> _ASSIGNMENT_
Give every entry below again, exactly as written, and skip the images.

> _RECORDS FOR THIS TASK_
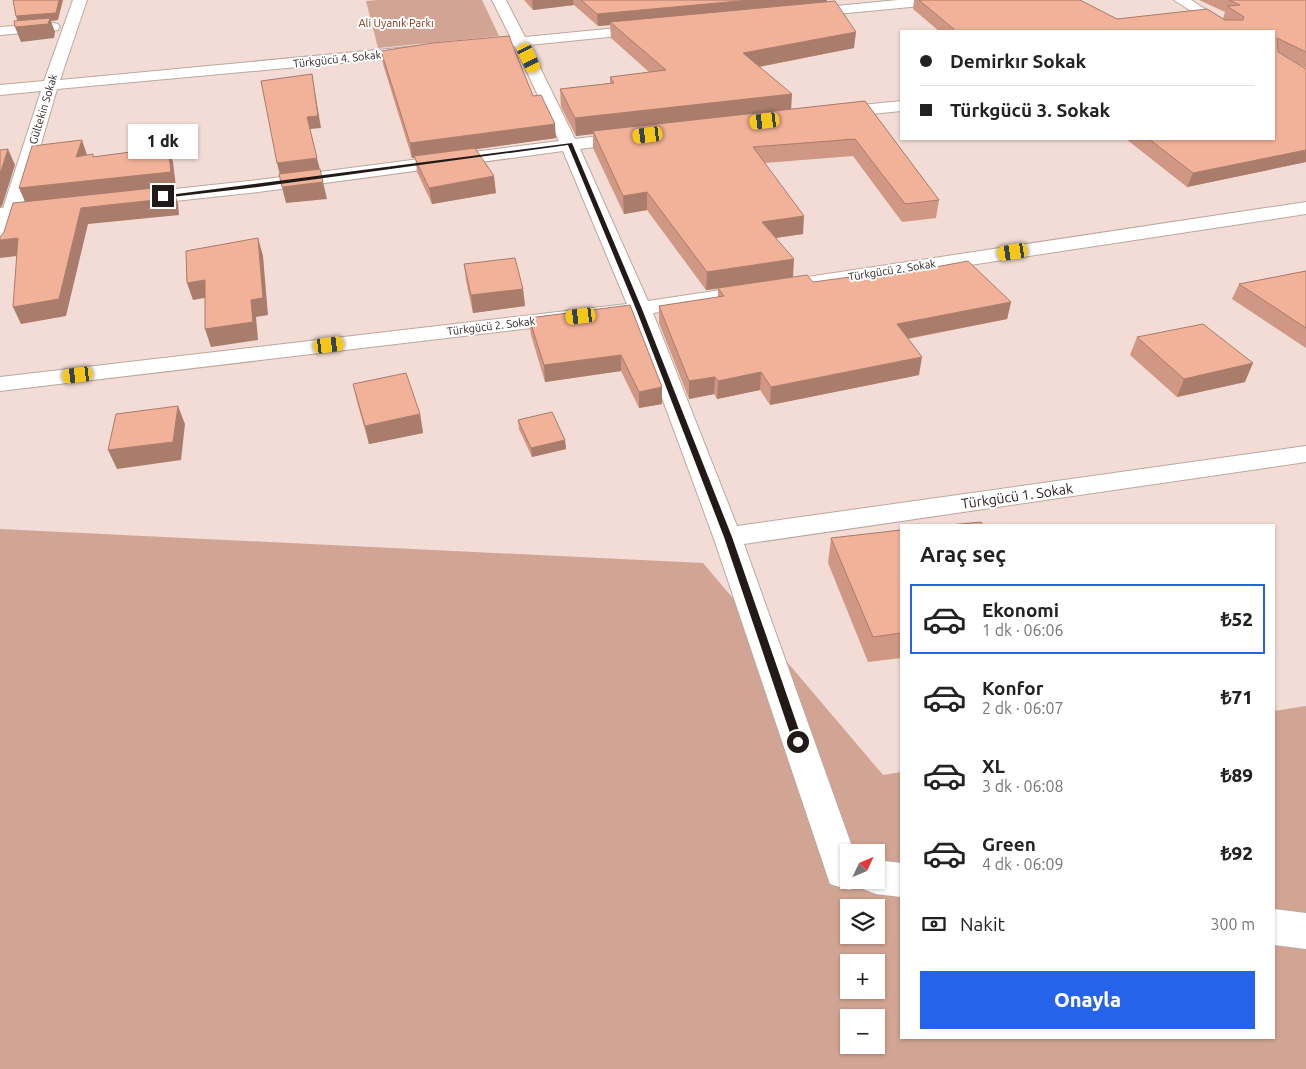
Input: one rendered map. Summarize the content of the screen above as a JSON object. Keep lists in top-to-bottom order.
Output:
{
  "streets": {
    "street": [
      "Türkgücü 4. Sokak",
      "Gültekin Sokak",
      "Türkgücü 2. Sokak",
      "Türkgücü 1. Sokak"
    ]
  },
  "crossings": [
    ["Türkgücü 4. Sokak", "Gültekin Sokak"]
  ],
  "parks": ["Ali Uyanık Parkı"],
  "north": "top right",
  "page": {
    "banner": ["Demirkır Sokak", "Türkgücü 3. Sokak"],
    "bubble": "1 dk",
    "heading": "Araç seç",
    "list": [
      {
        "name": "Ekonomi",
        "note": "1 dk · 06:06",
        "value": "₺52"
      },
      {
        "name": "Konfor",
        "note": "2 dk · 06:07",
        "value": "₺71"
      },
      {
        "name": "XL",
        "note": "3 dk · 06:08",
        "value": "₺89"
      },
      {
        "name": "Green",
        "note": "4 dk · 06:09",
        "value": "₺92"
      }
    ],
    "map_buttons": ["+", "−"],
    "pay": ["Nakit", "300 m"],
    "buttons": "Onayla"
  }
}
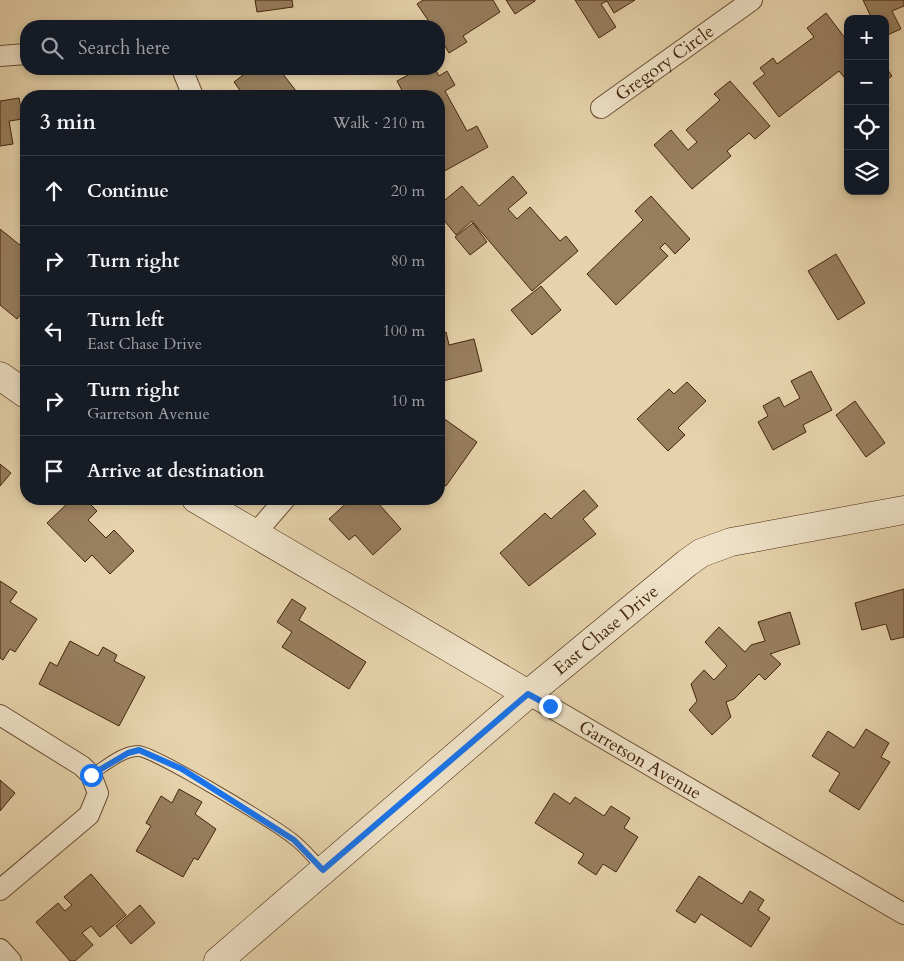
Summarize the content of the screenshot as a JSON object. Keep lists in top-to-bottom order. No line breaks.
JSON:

> _TASK SOLUTION_
Input: one rendered map. Summarize the content of the screen above as a JSON object. Keep lists in top-to-bottom order.
Output:
{
  "streets": {
    "street": [
      "Türkgücü 4. Sokak",
      "Gültekin Sokak",
      "Türkgücü 2. Sokak",
      "Türkgücü 1. Sokak"
    ]
  },
  "crossings": [
    ["Türkgücü 4. Sokak", "Gültekin Sokak"]
  ],
  "parks": ["Ali Uyanık Parkı"],
  "north": "top right",
  "page": {
    "banner": ["Demirkır Sokak", "Türkgücü 3. Sokak"],
    "bubble": "1 dk",
    "heading": "Araç seç",
    "list": [
      {
        "name": "Ekonomi",
        "note": "1 dk · 06:06",
        "value": "₺52"
      },
      {
        "name": "Konfor",
        "note": "2 dk · 06:07",
        "value": "₺71"
      },
      {
        "name": "XL",
        "note": "3 dk · 06:08",
        "value": "₺89"
      },
      {
        "name": "Green",
        "note": "4 dk · 06:09",
        "value": "₺92"
      }
    ],
    "map_buttons": ["+", "−"],
    "pay": ["Nakit", "300 m"],
    "buttons": "Onayla"
  }
}
Summarize the content of the screenshot as a JSON object. Keep lists in top-to-bottom order. No line breaks.
JSON:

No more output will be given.